Subtitled: what not to do while baking. I fail so you don’t have to.
I decided to bake today, it being a Friday, which means I don’t have classes, and it also being the third day in a row that I have not taken my kids to school, in light of the road conditions (by which I mean, of course, as far as today is concerned, that the roads were clear with occasional spots of light rain).
The baking started off pretty well. I made some muffins. I have made a lot of muffins in my day, and this morning I decided to branch out and make a new recipe, peanut butter banana muffins. I couldn’t find a half-cup measure so I just kind of eyeballed the 1.5 cups of milk required, and I confess the muffins were a little dry, by which I mean, of course, that I wouldn’t offer them to a friend or even an enemy. Eye-balling being, apparently, not such a good plan.

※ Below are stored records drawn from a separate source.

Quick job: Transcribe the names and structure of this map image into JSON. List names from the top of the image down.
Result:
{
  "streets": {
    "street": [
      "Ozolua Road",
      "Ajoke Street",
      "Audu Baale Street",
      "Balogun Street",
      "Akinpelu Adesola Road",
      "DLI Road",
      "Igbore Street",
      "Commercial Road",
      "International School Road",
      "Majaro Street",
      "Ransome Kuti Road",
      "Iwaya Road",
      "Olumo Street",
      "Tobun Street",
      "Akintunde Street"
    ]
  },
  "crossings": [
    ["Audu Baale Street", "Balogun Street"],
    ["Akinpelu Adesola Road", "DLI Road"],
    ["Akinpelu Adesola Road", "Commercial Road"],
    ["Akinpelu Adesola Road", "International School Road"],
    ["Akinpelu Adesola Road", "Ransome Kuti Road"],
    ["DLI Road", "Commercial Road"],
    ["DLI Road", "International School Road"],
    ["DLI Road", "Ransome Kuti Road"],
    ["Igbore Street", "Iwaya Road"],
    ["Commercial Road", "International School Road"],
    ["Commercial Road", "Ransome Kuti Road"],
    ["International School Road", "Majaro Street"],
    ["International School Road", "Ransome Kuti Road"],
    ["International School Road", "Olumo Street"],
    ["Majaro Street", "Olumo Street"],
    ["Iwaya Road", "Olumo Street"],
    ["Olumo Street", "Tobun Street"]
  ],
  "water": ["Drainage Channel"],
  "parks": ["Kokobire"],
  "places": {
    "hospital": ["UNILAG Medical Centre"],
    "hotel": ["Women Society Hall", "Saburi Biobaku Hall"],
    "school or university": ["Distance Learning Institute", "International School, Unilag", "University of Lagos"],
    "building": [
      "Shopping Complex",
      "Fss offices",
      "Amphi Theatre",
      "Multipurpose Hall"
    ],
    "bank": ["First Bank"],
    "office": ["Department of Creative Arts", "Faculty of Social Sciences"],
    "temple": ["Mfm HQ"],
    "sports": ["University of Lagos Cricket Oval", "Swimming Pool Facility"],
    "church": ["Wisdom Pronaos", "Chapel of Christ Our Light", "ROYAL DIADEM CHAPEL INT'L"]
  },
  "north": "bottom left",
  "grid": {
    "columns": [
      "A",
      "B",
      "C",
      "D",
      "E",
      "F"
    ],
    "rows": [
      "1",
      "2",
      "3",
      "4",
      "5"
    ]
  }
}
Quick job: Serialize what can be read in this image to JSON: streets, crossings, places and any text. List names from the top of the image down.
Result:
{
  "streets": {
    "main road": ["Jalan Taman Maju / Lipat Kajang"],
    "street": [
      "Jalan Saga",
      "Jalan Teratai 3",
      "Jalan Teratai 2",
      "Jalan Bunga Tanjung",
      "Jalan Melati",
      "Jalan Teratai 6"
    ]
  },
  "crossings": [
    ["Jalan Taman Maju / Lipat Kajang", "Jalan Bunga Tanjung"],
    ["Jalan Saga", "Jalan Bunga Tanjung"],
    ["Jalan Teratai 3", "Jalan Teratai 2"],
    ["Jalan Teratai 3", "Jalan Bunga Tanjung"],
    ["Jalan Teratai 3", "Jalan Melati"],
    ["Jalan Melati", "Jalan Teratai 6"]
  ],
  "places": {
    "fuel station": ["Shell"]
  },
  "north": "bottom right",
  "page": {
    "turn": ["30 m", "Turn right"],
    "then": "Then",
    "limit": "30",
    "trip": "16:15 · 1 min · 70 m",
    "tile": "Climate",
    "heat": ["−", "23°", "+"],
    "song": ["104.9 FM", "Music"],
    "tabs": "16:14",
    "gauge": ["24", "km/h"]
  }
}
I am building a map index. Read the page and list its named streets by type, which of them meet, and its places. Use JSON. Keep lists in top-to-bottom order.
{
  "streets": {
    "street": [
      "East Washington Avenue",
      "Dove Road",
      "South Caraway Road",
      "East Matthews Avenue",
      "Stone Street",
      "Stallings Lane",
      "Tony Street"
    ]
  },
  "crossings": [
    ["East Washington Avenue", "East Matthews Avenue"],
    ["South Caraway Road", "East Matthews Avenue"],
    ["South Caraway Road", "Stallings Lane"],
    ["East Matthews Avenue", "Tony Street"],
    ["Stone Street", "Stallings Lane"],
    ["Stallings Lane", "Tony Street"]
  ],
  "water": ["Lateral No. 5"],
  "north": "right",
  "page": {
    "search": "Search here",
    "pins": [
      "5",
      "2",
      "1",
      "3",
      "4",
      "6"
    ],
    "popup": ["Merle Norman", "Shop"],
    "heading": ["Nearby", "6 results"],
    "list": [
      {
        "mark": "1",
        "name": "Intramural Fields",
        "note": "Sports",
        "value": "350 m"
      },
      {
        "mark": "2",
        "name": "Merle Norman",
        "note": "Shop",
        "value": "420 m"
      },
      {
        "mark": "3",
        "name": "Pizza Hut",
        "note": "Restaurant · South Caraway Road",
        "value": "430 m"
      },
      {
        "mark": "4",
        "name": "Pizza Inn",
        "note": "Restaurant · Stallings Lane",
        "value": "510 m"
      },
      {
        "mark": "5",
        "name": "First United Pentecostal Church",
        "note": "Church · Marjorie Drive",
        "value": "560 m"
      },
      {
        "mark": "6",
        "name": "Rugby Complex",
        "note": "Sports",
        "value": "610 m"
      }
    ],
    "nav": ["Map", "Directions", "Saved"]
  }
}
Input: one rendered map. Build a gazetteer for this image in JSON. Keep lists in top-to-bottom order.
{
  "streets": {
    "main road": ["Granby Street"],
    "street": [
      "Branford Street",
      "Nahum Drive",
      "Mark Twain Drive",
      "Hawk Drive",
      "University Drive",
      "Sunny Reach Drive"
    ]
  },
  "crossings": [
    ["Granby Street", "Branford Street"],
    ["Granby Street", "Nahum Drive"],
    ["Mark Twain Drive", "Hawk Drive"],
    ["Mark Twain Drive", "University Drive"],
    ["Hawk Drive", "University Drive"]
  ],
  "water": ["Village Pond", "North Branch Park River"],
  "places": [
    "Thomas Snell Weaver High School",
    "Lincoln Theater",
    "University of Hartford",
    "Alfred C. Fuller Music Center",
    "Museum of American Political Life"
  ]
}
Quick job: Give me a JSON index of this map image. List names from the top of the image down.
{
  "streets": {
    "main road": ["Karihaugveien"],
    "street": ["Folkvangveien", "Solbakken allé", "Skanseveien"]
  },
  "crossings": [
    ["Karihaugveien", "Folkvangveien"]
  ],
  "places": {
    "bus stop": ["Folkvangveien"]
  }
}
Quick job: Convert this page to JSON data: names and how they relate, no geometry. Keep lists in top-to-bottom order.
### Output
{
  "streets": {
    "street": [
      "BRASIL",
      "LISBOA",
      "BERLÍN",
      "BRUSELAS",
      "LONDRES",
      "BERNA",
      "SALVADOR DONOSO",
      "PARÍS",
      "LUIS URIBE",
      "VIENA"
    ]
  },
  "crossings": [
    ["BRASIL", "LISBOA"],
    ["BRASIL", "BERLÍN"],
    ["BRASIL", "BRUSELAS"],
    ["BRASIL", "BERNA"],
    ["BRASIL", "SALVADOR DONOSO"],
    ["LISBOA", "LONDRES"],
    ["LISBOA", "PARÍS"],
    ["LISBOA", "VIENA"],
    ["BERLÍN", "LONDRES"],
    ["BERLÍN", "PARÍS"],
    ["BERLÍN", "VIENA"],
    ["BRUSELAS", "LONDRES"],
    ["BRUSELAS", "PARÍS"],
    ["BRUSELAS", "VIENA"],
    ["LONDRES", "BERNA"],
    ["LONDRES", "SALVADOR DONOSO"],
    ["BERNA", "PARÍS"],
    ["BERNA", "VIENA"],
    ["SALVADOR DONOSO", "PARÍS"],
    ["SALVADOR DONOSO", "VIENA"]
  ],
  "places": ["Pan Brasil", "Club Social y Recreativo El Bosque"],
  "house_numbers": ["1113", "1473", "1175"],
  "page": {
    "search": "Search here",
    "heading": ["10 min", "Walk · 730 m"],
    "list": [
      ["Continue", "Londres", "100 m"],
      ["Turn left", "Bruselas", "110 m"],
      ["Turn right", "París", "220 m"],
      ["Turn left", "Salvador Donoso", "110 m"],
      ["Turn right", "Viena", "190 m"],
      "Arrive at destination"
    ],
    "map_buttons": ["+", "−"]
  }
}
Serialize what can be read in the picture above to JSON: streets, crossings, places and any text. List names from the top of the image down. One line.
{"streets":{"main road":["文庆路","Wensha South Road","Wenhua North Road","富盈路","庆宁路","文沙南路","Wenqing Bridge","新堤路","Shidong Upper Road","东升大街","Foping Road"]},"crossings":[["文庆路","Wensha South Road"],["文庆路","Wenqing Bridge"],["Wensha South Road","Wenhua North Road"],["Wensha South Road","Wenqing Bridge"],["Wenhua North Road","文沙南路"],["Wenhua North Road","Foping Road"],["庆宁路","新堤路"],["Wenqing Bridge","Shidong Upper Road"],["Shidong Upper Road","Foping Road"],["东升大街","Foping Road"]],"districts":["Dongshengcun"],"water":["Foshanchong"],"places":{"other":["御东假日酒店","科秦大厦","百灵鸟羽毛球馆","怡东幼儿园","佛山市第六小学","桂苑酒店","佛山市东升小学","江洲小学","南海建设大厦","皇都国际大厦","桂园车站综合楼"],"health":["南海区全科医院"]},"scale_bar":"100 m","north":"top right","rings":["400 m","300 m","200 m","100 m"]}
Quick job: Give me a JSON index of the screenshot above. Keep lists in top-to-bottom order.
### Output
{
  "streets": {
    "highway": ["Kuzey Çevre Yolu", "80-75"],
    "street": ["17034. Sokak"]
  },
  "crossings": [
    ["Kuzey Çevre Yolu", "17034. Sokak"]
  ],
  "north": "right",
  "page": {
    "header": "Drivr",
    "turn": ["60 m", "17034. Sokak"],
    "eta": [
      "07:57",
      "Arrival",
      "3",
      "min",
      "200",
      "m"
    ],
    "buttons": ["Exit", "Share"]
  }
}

Motivated by this disappointment, I decided to do even more baking. I figured I’d make a baguette in case people stop by tonight. I’d make a baguette and roast some garlic, because nothing says snobby academic like a homemade baguette and roasted garlic and I can assure you, snobby academic is definitely what I am going for. Flipping through my bread machine cook book, on the way to the baguette section I happened across a recipe for chocolate peanut butter rolls. Even though they won’t go as well with roasted garlic, I decided to go ahead and make those instead of a baguette. Unfortunately, the recipe failed to tell me when to add the chocolate chips, so I decided to just throw them right in there at the beginning of the dough cycle. Because, really, what could possibly go wrong?
While waiting for the bread machine to do its thing there mixing the dough for me, I started thinking about bagels. My kids’ Dad makes bagels. He uses the bread machine to mix the dough, and then shapes and boils up the bagels. There are lots of great things about my kids’ Dad, but one of the things I miss most are his bagels. We haven’t hung around each other for seven years, which means I haven’t had homemade bagels for seven years. I decided it was time to change that. Surely I could make bagels, too.
I found a recipe online. It was for the bread machine, and looked a lot like how my kids’ Dad used to make bagels, so I figured I’d give it a whirl. But it only made nine bagels, and I was a little reluctant to go to all that work for only nine bagels, so I decided to double it. But then I worried that the doubled-recipe would be too big for my bread machine, and the bread machine was busy, anyway, mixing its little heart out for the chocolate peanut butter buns, so I decided to make the dough in my food processor. Now, I’ve never used the food processor to do much more than grate potatoes, I’m not going to lie, but it does come with a dough paddle so I figured that meant it must be possible to make dough in it.
I followed the recipe, doubling as I went. I also decided to substitute whole wheat flour for white flour, a vague nod to healthiness on a day that includes muffins, chocolate buns, and, well, bagels. Here is what I learned.
Do not add water first when putting dough ingredients into a food processor. Said water will leak all over the counter, which you will not discover until you’ve added the last of the six cups of flour. You will have no idea how much water leaked out, so you will have to guess.
Whole wheat flour is actually not the same as white flour, I’m just going to tell you that right now. Apparently you can’t just toss a bunch into a bagel recipe – a bagel recipe that in all likelihood does not have near the right amount of water in it any more – and expect it to turn out.
If you mix in the food processor, you are probably supposed to let the dough rise for an hour or something before you work with it. I forgot that step. Forgetting that step meant it took about four and a half seconds from the moment that I first thought of making bagels to the moment the dough was mixed, though. I’m not going to lie, that’s some rapid turnaround.
Bagels are supposed to float to the top when you drop them in boiling water. If they sink like a stone, cut your losses and just stop. Stop. Now.
If the recipe says to cook bagels until they are browned, don’t take them out when they’re not yet browned. When you take a bite out of one, you will discover that not only does it taste super bad due to all of the negligence listed above, but it’s still sort of raw-ish.
If you’re going to try to make bagels again, you should probably follow the recipe. You should not use the wrong appliance, wrong flour, and wrong measurement. I’m just sayin’. Think about it.